Do empro: Po prostu nie chciałem powtarzać wyrażenia "quasi-komiks".

Offline empro

komiks WILQ
« Odpowiedź #294 dnia: Listopad 17, 2005, 10:10:28 pm »
Cytat: "Julius Corentin A."

Pan wierzy, że da sie to zrobić?
hm. dyskusja będzie ciężka.

anormalne, tak bym definiował przypadki kontrowersyjne.
co sie tyczy tych przypadków, raz, ze ich ilość jest niezliczona, a więc (ze względu na różnorodność) niezdefiniowana jest ich przynależność do grupy kontrowersyjnych.
z tych dwóch wynika, że w mniemaniu każdego może byc to cos innego...


właśnie w związku z tym radzę unikać tego typu klasyfikacji.

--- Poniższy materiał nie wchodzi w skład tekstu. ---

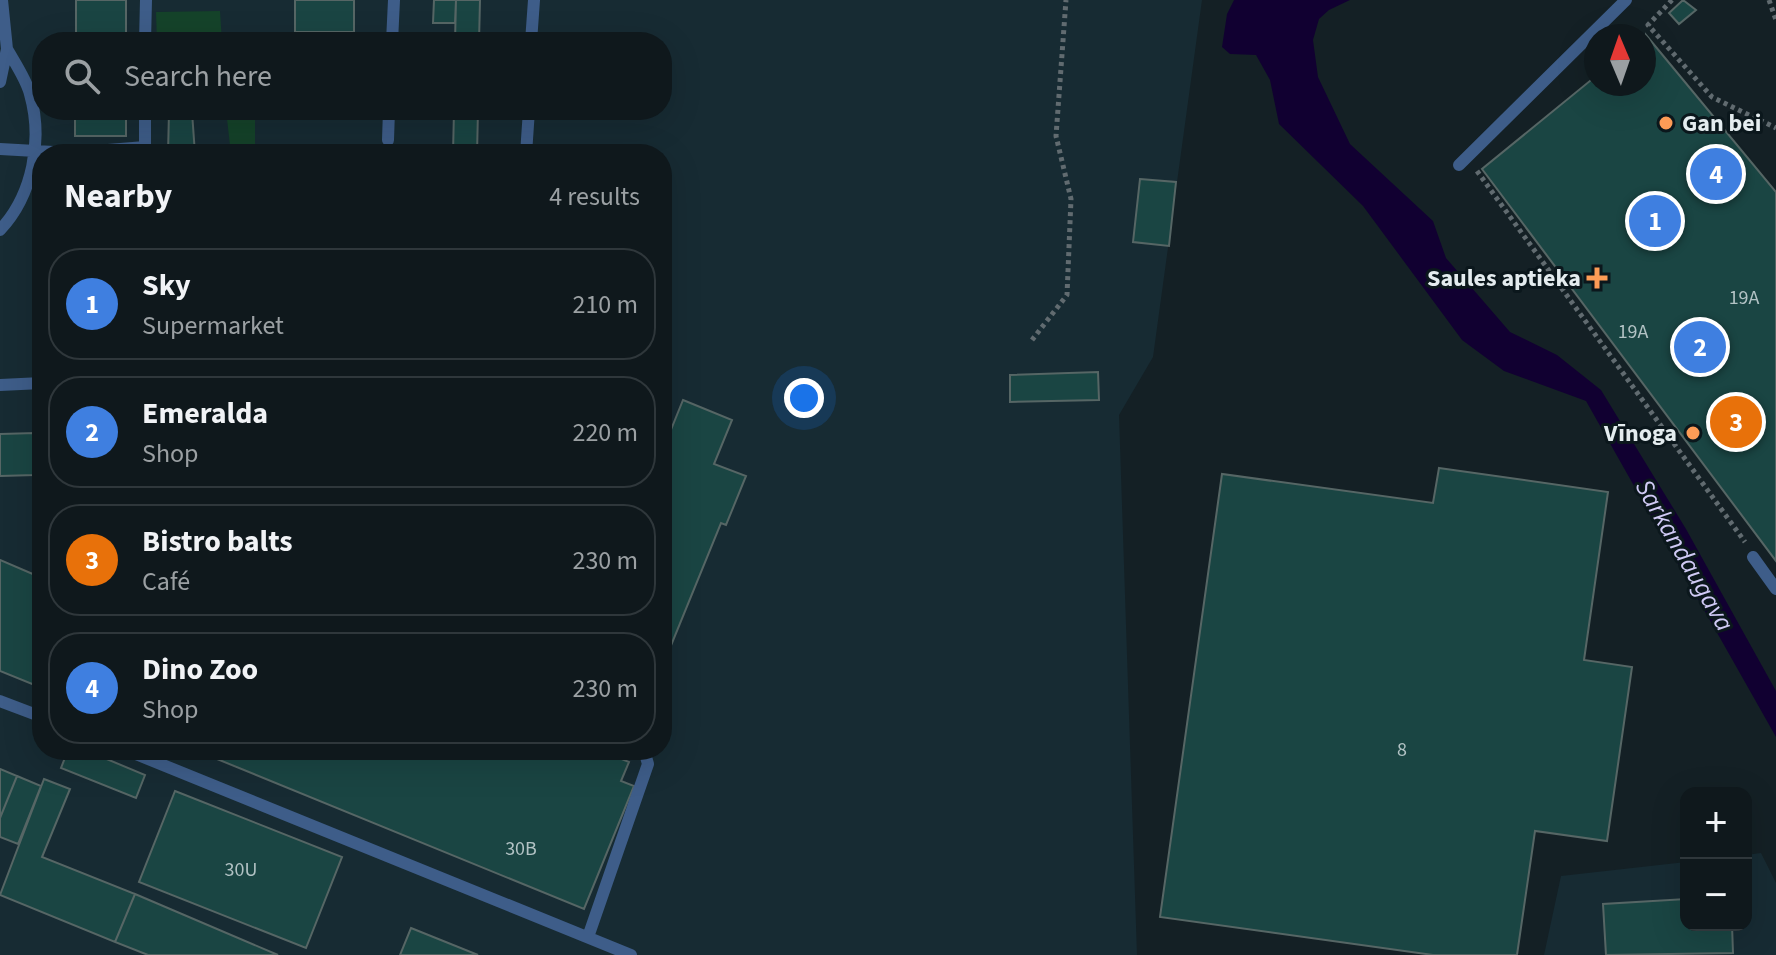 <!DOCTYPE html>
<html lang="en">
<head>
<meta charset="utf-8">
<style>
	body { margin:0; font-family:"Source Sans 3",sans-serif; background:#1d2529; color:#f1f3f6 }
	.controls { position:absolute; right:24px; bottom:24px; display:grid; overflow:hidden; border-radius:16px; box-shadow:0 8px 32px #0002 }
	.controls button { width:72px; height:72px; display:grid; place-items:center; padding:0; border:0; border-bottom:2px solid #2f373b; background:#0f181c; color:#f1f3f6; font:40px sans-serif }
	.compass { position:absolute; left:1584px; top:24px; width:72px; height:72px; border-radius:50%; background:#0f181c; box-shadow:0 8px 32px #0002; rotate:358deg }
	.you { position:absolute; left:804px; top:398px; width:28px; height:28px; margin:-20px; border:6px solid #fff; border-radius:50%; background:#1a73e8; box-shadow:0 0 0 12px #1a73e833 }
	.badge { display:grid; place-items:center; width:52px; height:52px; border-radius:50%; background:#fd9c56; color:#fff; font-size:26px; font-weight:700 }
	.pin { position:absolute; translate:-50% -50%; border:4px solid #fff; box-shadow:0 2px 8px #0006 }
	.list { margin:0; padding:0; list-style:none }
	h2 { display:flex; justify-content:space-between; align-items:center; height:104px; margin:0; padding:0 32px; font-size:34px }
	h2 small { font-size:26px; font-weight:400; color:#9ba0a3 }
	.list li { display:grid; grid-template-columns:52px 1fr auto; gap:24px; align-items:center; box-sizing:border-box; height:112px; margin:0 16px 16px; padding:0 16px; border:2px solid #2f373b; border-radius:32px }
	.list b { display:block; font-size:30px; white-space:nowrap }
	.list p { margin:0; font-size:26px; white-space:nowrap; color:#9ba0a3 }
	.list em { font-size:26px; font-style:normal; color:#9ba0a3 }
	.icon { flex:none; width:44px; height:44px; fill:none; stroke:currentColor; stroke-width:2; stroke-linecap:round; stroke-linejoin:round }
	.map { position:relative; flex:none; width:1776px; height:955px; overflow:hidden }
	.search { position:absolute; background:#0f181c; box-shadow:0 8px 32px #0002; left:32px; top:32px; width:640px; height:88px; display:flex; align-items:center; gap:20px; box-sizing:border-box; padding:0 28px; border-radius:32px; color:#9ba0a3; font-size:30px }
	.panel { position:absolute; background:#0f181c; box-shadow:0 8px 32px #0002; left:32px; top:144px; width:640px; height:616px; border-radius:32px }
	.map>svg:first-child { display:block }
</style>
</head>
<body>
<div class="map">
<svg width="1776" height="955" viewBox="0 0 1776 955">
	<rect width="100%" height="100%" fill="#142025"/>
	<path fill="#172b33" fill-rule="evenodd" d="M0,0H1202L1153,357L1119,415L1137,955H0ZM42,42H662V110H42ZM42,154H662V750H42Z
		M1761,853L1776,883V955H1544L1561,876L1686,862V925H1746V855Z"/>
	<path fill="#15432a" d="M220,11L222,42H157L156,12Z
		M226,110H255V154H231Z"/>
	<path fill="#110031" d="M1234,0H1350L1329,10L1319,19L1313,40L1318,77L1350,144L1433,221L1446,258L1510,332L1557,355L1601,390L1686,529L1776,691V737L1586,401L1504,371L1462,340L1363,206L1279,124L1270,80L1256,55L1230,54L1222,47L1227,14Z"/>
	<path fill="#1a4543" stroke="#566665" stroke-width="2" d="M76,0H126V42H76Z
		M295,0H354V32H295Z
		M434,0H456L455,23H433Z
		M456,0H480L479,42H455Z
		M1683,0L1696,10L1679,24L1669,13Z
		M1646,35L1776,192V561L1482,169L1596,76V84H1644Z
		M75,110H126V136H75Z
		M454,110H478L477,154H453Z
		M169,112H192L195,154H168Z
		M1140,179L1176,182L1169,246L1133,242Z
		M1098,372L1099,400L1010,402V375Z
		M683,400L732,420L714,464L746,476L726,525L721,523L670,648L662,645V452Z
		M35,433V475L0,476V434Z
		M1439,468L1608,492L1584,660L1632,667L1607,841L1535,831L1517,955H1433L1160,917L1222,474L1433,503Z
		M0,560L42,578V688L0,671Z
		M68,750H85L145,775L136,798L61,768Z
		M195,750H538L552,756L554,750H600L629,762L621,781L634,786L584,909Z
		M0,769L17,776L0,818Z
		M17,776L41,786L18,844L0,837V818Z
		M44,779L70,789L42,857L135,894L115,942L0,895Z
		M175,791L342,857L306,948L139,882Z
		M135,894L278,955H148L115,942Z
		M1686,899V925H1732L1733,953L1606,955L1603,904Z
		M411,928L478,955H400Z"/>
	<g fill="none" stroke-linecap="round" stroke-linejoin="round">
		<path stroke="#616b70" stroke-width="5" stroke-dasharray="4 4" stroke-linecap="butt" d="M1672,0L1648,25L1712,97L1776,128
			M1769,0L1776,20
			M1477,171L1745,542
			M1032,340L1067,295L1071,199L1056,136L1066,0"/>
		<path stroke="#3e5d89" stroke-width="12" d="M145,42L146,0
			M392,42L394,0
			M531,42L534,0
			M0,82L7,49L2,0
			M388,140L389,110
			M0,149L71,153L145,147V110
			M526,154L529,110
			M1459,165L1626,0
			M0,230C33,195 43,140 30,94C26,79 15,63 7,49
			M0,385L42,383
			M1753,557L1776,589
			M0,701L42,717
			M126,750L631,955
			M588,937L648,764L644,750"/>
	</g>
	<g fill="#fd9c56" stroke="#0b171c" stroke-width="3">
		<circle cx="1666" cy="123" r="8"/>
		<path d="M1593 266h8v8h8v8h-8v8h-8v-8h-8v-8h8z"/>
		<circle cx="1693" cy="433" r="8"/>
	</g>
	<g text-anchor="middle" stroke-width="6" stroke-linejoin="round" paint-order="stroke">
		<g font-size="20" fill="#b2c2c4">
			<text x="1744" y="304">19A</text>
			<text x="1633" y="338">19A</text>
			<text x="1402" y="756">8</text>
			<text x="521" y="855">30B</text>
			<text x="241" y="876">30U</text>
		</g>
		<g font-size="24" font-weight="bold" fill="#e4ecef" stroke="#0b171c" text-anchor="end">
			<text x="1682" y="131" text-anchor="start">Gan bei</text>
			<text x="1581" y="286">Saules aptieka</text>
			<text x="1677" y="441">Vīnoga</text>
		</g>
		<g font-size="26" font-style="italic" fill="#d0caf5" stroke="#0b171c">
			<text transform="translate(1685 555) rotate(60)" y="9">Sarkandaugava</text>
		</g>
	</g>
</svg>
<div class="controls">
<button>+</button>
<button>−</button>
</div>
<svg class="compass" viewBox="-18 -18 36 36"><path d="M0-13l5 13h-10z" fill="#e53935"/><path d="M0 13l5-13h-10z" fill="#9ba0a3"/></svg>
<div class="you"></div>
<div class="pin badge" style="left:1655px;top:221px;background:#3f7fe0">1</div>
<div class="pin badge" style="left:1700px;top:347px;background:#3f7fe0">2</div>
<div class="pin badge" style="left:1736px;top:422px;background:#e8710a">3</div>
<div class="pin badge" style="left:1716px;top:174px;background:#3f7fe0">4</div>
<div class="search"><svg class="icon" aria-label="search" viewBox="0 0 24 24"><circle cx="10" cy="10" r="6"/><path d="M15 15l6 6"/></svg>Search here</div>
<section class="panel">
<h2>Nearby<small>4 results</small></h2>
<ul class="list">
<li><span class="badge" style="background:#3f7fe0">1</span><div><b>Sky</b><p>Supermarket</p></div><em>210 m</em></li>
<li><span class="badge" style="background:#3f7fe0">2</span><div><b>Emeralda</b><p>Shop</p></div><em>220 m</em></li>
<li><span class="badge" style="background:#e8710a">3</span><div><b>Bistro balts</b><p>Café</p></div><em>230 m</em></li>
<li><span class="badge" style="background:#3f7fe0">4</span><div><b>Dino Zoo</b><p>Shop</p></div><em>230 m</em></li>
</ul>
</section>
</div>
</body>
</html>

przypadki kontrowersyjne..... hm swojego czasu spotkałem się z oceną, że komiksy McFarlane są tandetne i benzadziejne (autor tej oceny potrafił , z tego co pamiętam w sensowny sposób uzsadnić swoje racje), dla mnie z kolei jest on jednym z najlpeszych rysowników i był (kiedyś) równie sprawnym scenarzystą, czy więc wzbudził jakieś kontrowersje, czy więc tworzył komiksy anormalne ??
w ten sposób chyba nie można dyskutować i nie dojdziemy do żadnego porozumienia,
nie można nazywać Wilqa (tak to się odmienia :) ??) niby-komiksiem, albo komiksem anormalnym, spełnia on wszelkie założenia jakie powinien spełniać komiks a więc komiksem jest i kropka, że Minkiewiczowie wybrali taką stylistykę to już inna kwestia, kwestia gustu (o tym się nie dyskutuje :)) i wyrobienia jakiegoś poczucia umiejętności wyrobienia obiektywnej oceny

ależ się pomądrzyłem :)
pozdrawiam
eM

Offline empro

komiks WILQ
« Odpowiedź #295 dnia: Listopad 17, 2005, 10:12:26 pm »
Cytat: "Dariusz Hallmann"
Do empro: Po prostu nie chciałem powtarzać wyrażenia "quasi-komiks".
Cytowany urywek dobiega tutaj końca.